So it looks like the only way to add an index is through templates, and a custom writer:

pandoc -f markdown -t icml_with_index.lua -s test.md

The custom writer can modify the default template for ICML on the fly, putting an $index$ before <Story Self="pandoc_story">, then fill the index variable with the index contents.

Here's the custom writer's main function:

function Writer(doc, opts)
  local collected = pandocIndices.collectIndices(doc)
  indices = collected.indices
  terms = collected.terms
  local filtered = doc
  for i = 1, #indices_filters do
    log_info("applying filter #" .. i)
    local filter = indices_filters[i]
    filtered = filtered:walk(filter)
  end
  -- make a clone of opts and add the index variable
  local options = pandoc.WriterOptions(opts)
  options.variables.index = index_var
  return pandoc.write(filtered, 'icml', options)
end

Some filters are applied to collect index data and fill the index_var variable, whose value is put into options.variables.index before calling pandoc.write(filtered, 'icml', options). The writer then replaces $index$ in the template with the value of options.variables.index.

Exporting indices to DOCX: the docx_index.lua filter

docx_index.lua is a filter that injects references to index terms in the text.

Here's an example:

pandoc -f markdown -t docx -o doc-with-index.docx -L docx_index.lua doc.md

When you open the resulting DOCX file, you won't see an index. You must create it explicitly (e.g. References -> Insert index) with your word processing app (e.g. Word).

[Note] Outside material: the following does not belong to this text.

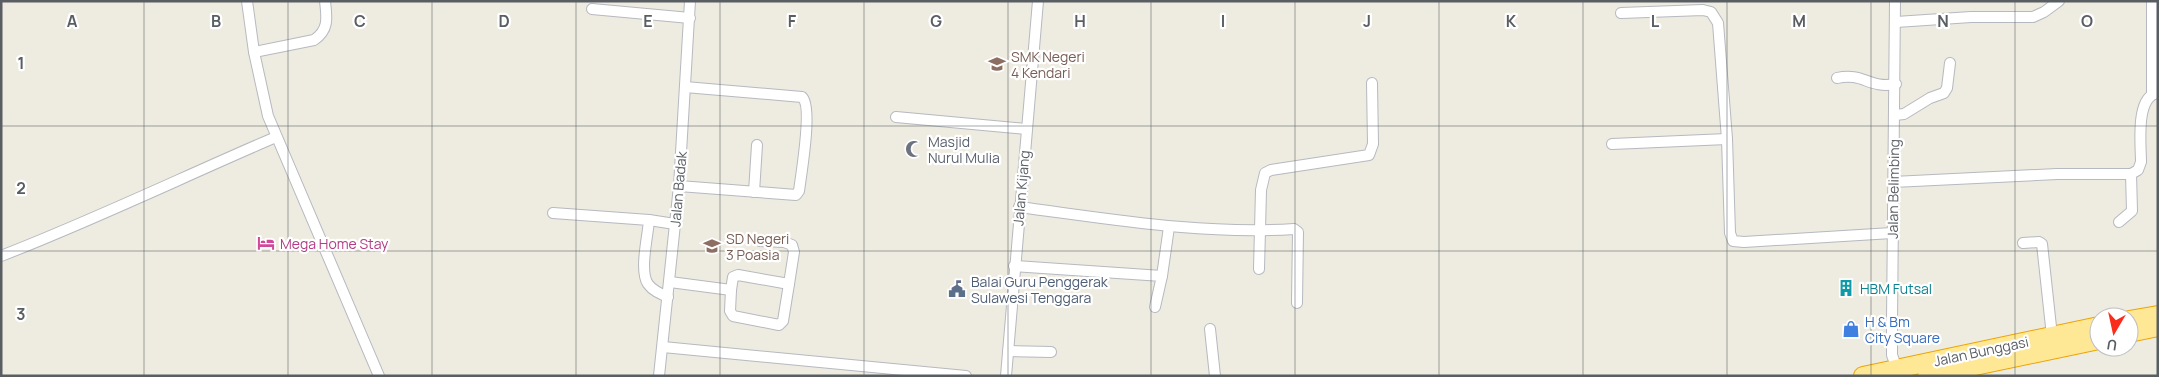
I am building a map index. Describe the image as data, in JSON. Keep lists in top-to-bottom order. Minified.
{"streets":{"highway":["Jalan Bunggasi"],"street":["Jalan Kijang","Jalan Badak","Jalan Belimbing"]},"crossings":[["Jalan Belimbing","Jalan Bunggasi"]],"places":{"school or university":["SMK Negeri 4 Kendari","SD Negeri 3 Poasia"],"mosque":["Masjid Nurul Mulia"],"hotel":["Mega Home Stay"],"building":["HBM Futsal"],"public building":["Balai Guru Penggerak Sulawesi Tenggara"],"shop":["H & Bm City Square"]},"north":"bottom","grid":{"columns":["A","B","C","D","E","F","G","H","I","J","K","L","M","N","O"],"rows":["1","2","3"]}}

Exporting indices to ODT: the odt_index.lua filter

odt_index.lua is a filter that injects references to index terms in the text.

Here's an example:

pandoc -f markdown -t odt -o doc-with-index.odt -L odt_index.lua doc.md

When you open the resulting ODT file, you won't see an index. You must create it explicitly with your word processing app. In LibreOffice, you can click on Insert - Table of Contents and Index - Table of Contents, Index or Bibliography.

Though LibreOffice supports many indices, for now the only one that is created is the alphabetical index.

Generating an index

To generate an index for your document(s), you can

  • start from a predefined list of words (e.g. names or topics) that represent the index terms

  • mark references to indices in your texts, and then collect and organize the references into a list of index terms

An index from a list of words or paragraphs

The filter paras_to_index_terms.lua takes a list of paragraphs (i.e. one term per line), and encapsulates all the paragraphs in Div blocks that represent index terms.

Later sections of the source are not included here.